How we verify homeschool law, state by state
Every state page on this site is sourced to the controlling statute — the law itself, cited inline — not to summaries. This page explains the process.
Who’s behind this site
Homeschool Laws by State is an independent publisher operated by VentureCorp Publishing. We are not a law firm, an advocacy organization, or a state agency. Nothing on this site is legal advice.
Where our data comes from
| Data | Source | Used for |
|---|---|---|
| Requirement summaries (50 states) | The controlling state statutes and administrative rules, cited on each page | The published source for every requirement |
| Spot checks | State education department pages (e.g. NY, CO confirmed cleanly) | Cross-verification of notification and instruction-time rules |
| Consulted compilations | The Coalition for Responsible Home Education's policy summaries were consulted during research (no text republished) | Research orientation only — statutes are the published source |
How we calculate
Each state's requirements are normalized into four fields — notification, assessment, subjects, parent qualifications — plus the statute citations. Where a requirement was too nuanced for a single label (13 states), we resolved it into statute-cited plain language on 2026-06-10 and the page renders that detail. Every state page carries a “verified as of” date and a not-legal-advice notice.
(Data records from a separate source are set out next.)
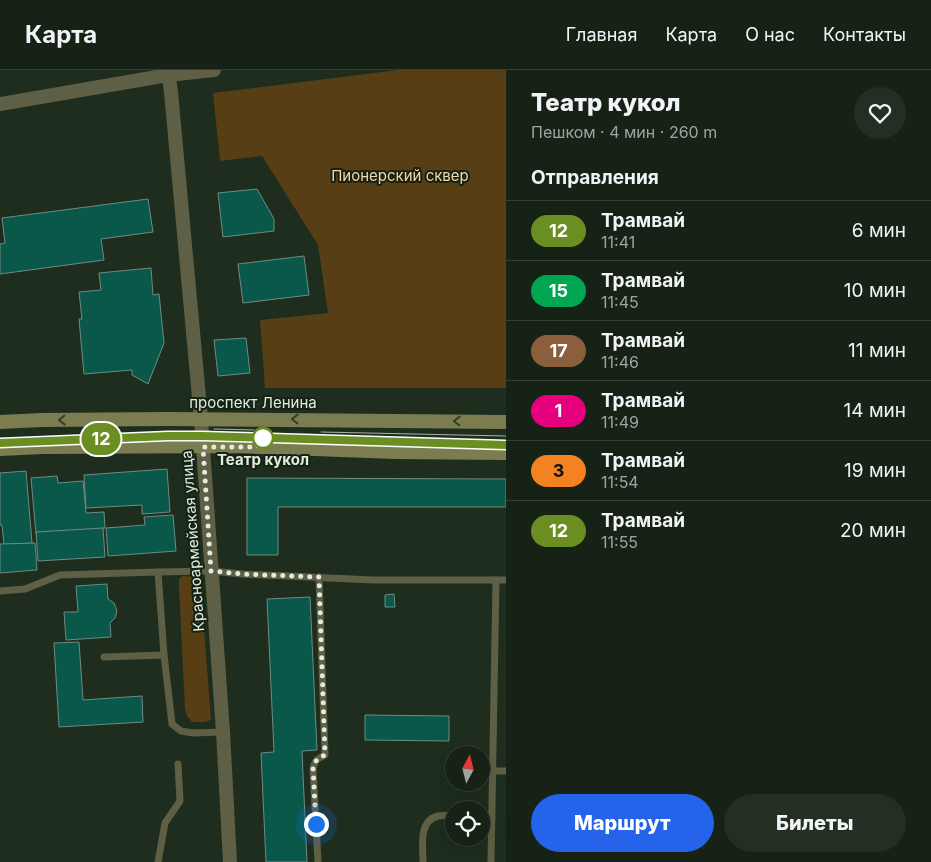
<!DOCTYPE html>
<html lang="ru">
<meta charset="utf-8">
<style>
:root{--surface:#162216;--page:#232f23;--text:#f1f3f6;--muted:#9ea4a1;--line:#353f35;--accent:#2563eb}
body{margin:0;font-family:Inter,sans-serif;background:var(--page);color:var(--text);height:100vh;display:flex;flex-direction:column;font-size:19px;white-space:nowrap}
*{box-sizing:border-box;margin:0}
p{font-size:16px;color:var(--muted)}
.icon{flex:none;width:28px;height:28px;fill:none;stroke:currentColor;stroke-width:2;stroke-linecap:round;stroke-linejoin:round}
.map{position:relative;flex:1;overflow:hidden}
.panel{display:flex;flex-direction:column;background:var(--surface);width:425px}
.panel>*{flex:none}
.badge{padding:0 10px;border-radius:16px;font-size:18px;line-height:32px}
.needle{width:32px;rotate:7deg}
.controls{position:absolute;left:445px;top:676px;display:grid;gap:10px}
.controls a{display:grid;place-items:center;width:45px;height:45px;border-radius:50%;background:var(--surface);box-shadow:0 5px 20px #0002,0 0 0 1px var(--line);font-size:25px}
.you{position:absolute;width:25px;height:25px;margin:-12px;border:4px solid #fff;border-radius:50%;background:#1a73e8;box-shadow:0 0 0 8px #1a73e833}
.map>.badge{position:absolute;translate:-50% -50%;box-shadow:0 0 0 2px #fff}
h2{padding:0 25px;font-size:19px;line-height:45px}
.round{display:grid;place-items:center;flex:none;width:52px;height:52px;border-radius:26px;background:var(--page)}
.head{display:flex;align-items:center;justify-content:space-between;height:85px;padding:0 25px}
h1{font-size:24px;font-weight:800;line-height:38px}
.cta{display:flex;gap:10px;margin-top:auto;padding:10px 25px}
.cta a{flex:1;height:58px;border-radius:30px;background:var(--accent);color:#fff;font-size:20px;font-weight:800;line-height:58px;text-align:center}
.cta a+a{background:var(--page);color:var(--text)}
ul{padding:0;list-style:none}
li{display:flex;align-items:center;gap:15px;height:60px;padding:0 25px;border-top:1px solid var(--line)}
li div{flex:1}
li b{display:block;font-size:19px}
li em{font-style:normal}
li .badge{min-width:55px;font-weight:700;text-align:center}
header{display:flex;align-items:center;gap:30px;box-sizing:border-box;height:70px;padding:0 25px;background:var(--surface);border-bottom:1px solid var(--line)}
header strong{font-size:24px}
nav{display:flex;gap:28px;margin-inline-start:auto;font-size:18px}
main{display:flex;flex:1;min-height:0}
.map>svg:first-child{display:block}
.green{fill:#573e14}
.building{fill:#09584a;stroke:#6f8b84}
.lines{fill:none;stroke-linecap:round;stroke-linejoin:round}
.service{stroke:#5e5f44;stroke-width:7}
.minor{stroke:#5e5f44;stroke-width:14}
.tertiary{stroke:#5e5f44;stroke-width:14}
.secondary{stroke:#7b7d51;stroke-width:14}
.tram{stroke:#a9b4a8;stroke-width:1}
.oneway{stroke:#343e26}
.line-casing{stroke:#fff;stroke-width:11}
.line{stroke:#6b8e23;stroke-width:8}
.walk{stroke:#e1ebe0;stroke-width:5;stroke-dasharray:0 9}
.stop-dot{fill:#fff;stroke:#6b8e23;stroke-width:2.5}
.labels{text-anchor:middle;stroke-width:4;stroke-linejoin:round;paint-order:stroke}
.park-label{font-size:15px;fill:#f8d6a6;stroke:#152314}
.street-label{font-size:15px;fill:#e1ebe0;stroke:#152314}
.stop-label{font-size:15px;font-weight:bold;fill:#e1ebe0;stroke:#152314}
</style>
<header>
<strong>Карта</strong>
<nav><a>Главная</a><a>Карта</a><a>О нас</a><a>Контакты</a></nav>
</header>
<main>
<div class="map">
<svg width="506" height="792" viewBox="0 0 506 792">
<rect width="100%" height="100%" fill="#1e2d1e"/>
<g class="green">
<path d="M398,0H506V318H265L260,250L328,243L318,175L262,86L220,91L213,23Z"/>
<path d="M183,506L200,507L211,650L205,652H192L187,646L185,639L179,517V509Z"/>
</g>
<g class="building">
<path d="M257,119L274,149V161L223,167L218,123Z"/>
<path d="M148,129L153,162L101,169L104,190L0,204V174L5,173L2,148Z"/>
<path d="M304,186L309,225L243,233L238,194Z"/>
<path d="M151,198L153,225L159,224L164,273L148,314L132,305V300L84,304L79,249H82L79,222L101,220L99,203Z"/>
<path d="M246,268L250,303L218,306L214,270Z"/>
<path d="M167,399L170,442L142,444V435L86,438L84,405Z"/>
<path d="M26,401L32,473L4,475L2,455H0V403Z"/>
<path d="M57,406L58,413L83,411L86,443L104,442L105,458L36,464L31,408Z"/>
<path d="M247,408L506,409V437H278V485H247Z"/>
<path d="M173,445L176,481L108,486L106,458L145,455L144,447Z"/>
<path d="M103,458L105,487L38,491L36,462Z"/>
<path d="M35,473L37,500L0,503V474Z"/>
<path d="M107,514L108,529L114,533L117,541L115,548L110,553L111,567L66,570L64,542H78L76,516Z"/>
<path d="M394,524L395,537H385V525Z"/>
<path d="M310,527L317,680L302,681L307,792H266L261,683L274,682L267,529Z"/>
<path d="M79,572L83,630L142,626L143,652L59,657L54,573Z"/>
<path d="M365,645L449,646V671L365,670Z"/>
</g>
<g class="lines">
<g class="service">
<path d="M0,521L25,519L60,505L158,502"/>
<path d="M104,587L164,585"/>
<path d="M223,662L193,663L181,661L172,654L164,585L158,502L211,501L242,504L373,510H506"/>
<path d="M493,701H506"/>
<path d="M481,747L492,748"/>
<path d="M158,792L165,753L180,731L178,694"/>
<path d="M318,792L313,698C315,690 318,688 325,685L319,507"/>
<path d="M423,792C423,777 418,751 438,746C443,745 449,746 454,746"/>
<path d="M491,792L496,510"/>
</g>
<path class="minor" d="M201,349L223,662L230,792"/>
<g class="tertiary">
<path d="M168,0L171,22L201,349"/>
<path d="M0,34L168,5L214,0"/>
</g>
<g class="secondary">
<path d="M0,352L42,350L167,349L506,352"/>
<path d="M0,379L43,377L237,376L395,382L506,383"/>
</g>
<g class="tram">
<path d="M214,359L254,360"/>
<path d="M321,362L506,366"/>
<path d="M0,373L168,366H202L506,375"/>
</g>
</g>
<defs><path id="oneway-chevron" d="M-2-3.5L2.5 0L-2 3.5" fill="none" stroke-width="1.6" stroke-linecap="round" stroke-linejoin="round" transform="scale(1.25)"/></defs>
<g class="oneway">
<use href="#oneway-chevron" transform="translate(295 349) rotate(-179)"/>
<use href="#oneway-chevron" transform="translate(62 350) rotate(179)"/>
<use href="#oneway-chevron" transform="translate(457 351) rotate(-179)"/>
</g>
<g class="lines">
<defs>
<path id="line" d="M0,373L168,366H202L506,375"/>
</defs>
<use href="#line" class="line-casing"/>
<use href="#line" class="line"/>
<path class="walk" d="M263,368L257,377H203L211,501L242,504L319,507L325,685C318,688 315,690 313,698L316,754"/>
</g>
<circle class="stop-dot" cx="263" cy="368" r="10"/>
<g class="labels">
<g class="park-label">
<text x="400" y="111">Пионерский сквер</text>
</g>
<g class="street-label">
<text x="253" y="338">проспект Ленина</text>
<text transform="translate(193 471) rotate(-94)" y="5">Красноармейская улица</text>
</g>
<g class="stop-label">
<text x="263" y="395">Театр кукол</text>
</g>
</g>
</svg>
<div class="controls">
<a><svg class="needle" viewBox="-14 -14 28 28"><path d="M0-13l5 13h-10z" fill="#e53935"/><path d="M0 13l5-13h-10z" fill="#9ea4a1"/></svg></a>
<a><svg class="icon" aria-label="locate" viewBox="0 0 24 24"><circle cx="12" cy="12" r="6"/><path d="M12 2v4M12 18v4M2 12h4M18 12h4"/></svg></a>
</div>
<div class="you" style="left:316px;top:754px"></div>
<b class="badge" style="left:101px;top:369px;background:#6b8e23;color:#fff">12</b>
</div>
<section class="panel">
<div class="head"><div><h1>Театр кукол</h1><p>Пешком · 4 мин · 260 m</p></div><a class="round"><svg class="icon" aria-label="heart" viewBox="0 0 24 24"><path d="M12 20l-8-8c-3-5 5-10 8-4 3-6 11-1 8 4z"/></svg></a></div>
<h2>Отправления</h2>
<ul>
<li><span class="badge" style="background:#6b8e23;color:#fff">12</span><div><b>Трамвай</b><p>11:41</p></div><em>6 мин</em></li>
<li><span class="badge" style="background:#00a651;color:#fff">15</span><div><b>Трамвай</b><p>11:45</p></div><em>10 мин</em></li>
<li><span class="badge" style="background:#8b5e3c;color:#fff">17</span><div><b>Трамвай</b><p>11:46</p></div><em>11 мин</em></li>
<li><span class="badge" style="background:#e6007e;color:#fff">1</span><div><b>Трамвай</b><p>11:49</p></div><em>14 мин</em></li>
<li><span class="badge" style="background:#f58220;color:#111">3</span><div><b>Трамвай</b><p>11:54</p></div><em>19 мин</em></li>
<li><span class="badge" style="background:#6b8e23;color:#fff">12</span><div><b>Трамвай</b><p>11:55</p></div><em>20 мин</em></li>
</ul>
<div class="cta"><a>Маршрут</a><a>Билеты</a></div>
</section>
</main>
Independence & how we make money
Some links may be affiliate links to curriculum or education partners; if you buy through one we may earn a commission at no extra cost to you. Partners never see or influence the legal summaries. We don't rank states or curricula.
Keeping it current
Homeschool statutes are amended in legislative sessions, with most changes effective July 1. We re-verify the full set semiannually (aligned to sessions) and re-check any state on publish. Current verification date: June 2026.